TASK -> Report every line below that has the string "Bazaar" in it.

DATA EXCERPTS ->
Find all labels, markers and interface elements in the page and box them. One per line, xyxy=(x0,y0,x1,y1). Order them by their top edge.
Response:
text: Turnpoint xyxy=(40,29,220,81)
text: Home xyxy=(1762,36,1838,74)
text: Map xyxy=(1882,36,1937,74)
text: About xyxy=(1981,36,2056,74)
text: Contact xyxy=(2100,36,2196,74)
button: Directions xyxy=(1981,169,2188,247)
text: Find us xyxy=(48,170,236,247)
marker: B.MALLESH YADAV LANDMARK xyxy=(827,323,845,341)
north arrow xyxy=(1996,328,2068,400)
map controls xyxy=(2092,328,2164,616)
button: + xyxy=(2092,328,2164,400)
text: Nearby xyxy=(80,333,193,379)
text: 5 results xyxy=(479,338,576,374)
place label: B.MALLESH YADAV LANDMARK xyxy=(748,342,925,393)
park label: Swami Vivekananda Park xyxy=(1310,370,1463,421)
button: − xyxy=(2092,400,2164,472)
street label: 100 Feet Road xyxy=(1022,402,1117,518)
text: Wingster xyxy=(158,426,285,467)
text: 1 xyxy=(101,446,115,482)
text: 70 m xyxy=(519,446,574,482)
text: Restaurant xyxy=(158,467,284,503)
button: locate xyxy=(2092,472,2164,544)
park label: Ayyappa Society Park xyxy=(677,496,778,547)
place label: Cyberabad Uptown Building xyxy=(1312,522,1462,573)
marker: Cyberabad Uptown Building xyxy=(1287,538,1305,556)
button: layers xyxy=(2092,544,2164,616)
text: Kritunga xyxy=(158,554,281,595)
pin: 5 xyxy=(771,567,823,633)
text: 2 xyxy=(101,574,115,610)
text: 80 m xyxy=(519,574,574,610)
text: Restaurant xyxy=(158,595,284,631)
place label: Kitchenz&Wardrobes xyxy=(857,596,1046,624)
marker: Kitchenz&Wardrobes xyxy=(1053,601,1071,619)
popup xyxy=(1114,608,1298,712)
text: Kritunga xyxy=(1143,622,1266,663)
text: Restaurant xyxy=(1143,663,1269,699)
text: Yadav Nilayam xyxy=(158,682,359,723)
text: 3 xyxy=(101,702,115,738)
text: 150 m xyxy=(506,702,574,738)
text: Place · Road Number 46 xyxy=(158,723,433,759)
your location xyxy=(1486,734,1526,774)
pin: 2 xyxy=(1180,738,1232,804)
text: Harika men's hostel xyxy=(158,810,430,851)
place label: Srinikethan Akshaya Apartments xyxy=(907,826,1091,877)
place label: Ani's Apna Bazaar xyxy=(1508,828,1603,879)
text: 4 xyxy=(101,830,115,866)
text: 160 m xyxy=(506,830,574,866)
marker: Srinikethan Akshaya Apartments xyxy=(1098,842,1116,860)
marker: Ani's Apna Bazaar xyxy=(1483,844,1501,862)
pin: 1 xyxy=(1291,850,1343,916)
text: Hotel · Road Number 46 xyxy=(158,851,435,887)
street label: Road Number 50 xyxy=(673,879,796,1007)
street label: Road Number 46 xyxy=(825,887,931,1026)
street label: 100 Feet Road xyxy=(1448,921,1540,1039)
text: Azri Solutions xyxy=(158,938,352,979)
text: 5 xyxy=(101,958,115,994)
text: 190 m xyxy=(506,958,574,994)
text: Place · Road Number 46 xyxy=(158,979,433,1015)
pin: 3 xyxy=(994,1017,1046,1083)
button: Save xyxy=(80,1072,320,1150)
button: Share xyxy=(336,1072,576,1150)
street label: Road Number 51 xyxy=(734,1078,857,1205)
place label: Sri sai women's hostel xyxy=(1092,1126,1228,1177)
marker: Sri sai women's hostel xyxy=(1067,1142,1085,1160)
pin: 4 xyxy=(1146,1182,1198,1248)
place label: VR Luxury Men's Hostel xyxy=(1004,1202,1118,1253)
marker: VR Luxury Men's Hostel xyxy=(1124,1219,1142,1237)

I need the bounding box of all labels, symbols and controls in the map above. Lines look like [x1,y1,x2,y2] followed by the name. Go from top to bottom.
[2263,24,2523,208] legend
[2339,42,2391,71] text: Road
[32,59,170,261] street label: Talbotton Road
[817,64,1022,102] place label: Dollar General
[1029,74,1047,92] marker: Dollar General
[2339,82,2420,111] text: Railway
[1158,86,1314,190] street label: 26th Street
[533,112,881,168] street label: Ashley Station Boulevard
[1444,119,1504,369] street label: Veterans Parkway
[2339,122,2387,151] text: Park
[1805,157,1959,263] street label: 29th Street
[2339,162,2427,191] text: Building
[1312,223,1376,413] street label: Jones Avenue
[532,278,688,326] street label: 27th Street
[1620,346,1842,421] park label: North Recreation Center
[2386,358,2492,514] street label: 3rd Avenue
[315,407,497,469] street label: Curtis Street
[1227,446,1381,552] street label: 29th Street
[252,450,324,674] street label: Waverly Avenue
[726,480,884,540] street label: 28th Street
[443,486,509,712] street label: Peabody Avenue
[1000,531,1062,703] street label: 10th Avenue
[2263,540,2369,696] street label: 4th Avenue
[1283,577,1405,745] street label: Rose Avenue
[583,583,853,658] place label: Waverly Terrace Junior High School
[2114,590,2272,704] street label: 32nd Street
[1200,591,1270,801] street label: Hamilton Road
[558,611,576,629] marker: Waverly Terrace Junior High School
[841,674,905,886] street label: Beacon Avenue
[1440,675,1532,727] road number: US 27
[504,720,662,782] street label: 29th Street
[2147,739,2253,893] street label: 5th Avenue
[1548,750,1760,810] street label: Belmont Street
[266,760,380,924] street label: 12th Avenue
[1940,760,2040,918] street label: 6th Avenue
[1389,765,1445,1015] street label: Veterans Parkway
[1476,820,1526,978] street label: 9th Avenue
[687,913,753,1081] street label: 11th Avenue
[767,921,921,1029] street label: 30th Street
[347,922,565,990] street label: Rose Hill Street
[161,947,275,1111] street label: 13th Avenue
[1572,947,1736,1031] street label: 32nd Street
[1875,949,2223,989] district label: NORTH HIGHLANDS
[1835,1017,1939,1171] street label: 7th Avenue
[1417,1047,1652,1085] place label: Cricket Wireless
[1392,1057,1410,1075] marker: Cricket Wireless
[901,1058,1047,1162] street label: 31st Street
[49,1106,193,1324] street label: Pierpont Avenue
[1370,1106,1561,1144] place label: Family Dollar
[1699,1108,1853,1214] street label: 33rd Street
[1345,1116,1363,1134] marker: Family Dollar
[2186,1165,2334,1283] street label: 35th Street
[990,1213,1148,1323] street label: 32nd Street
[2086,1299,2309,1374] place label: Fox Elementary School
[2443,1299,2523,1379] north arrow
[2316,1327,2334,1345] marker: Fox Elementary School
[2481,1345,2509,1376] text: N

SOLUTION FOR THIS PROBLEM ->
place label: Ani's Apna Bazaar xyxy=(1508,828,1603,879)
marker: Ani's Apna Bazaar xyxy=(1483,844,1501,862)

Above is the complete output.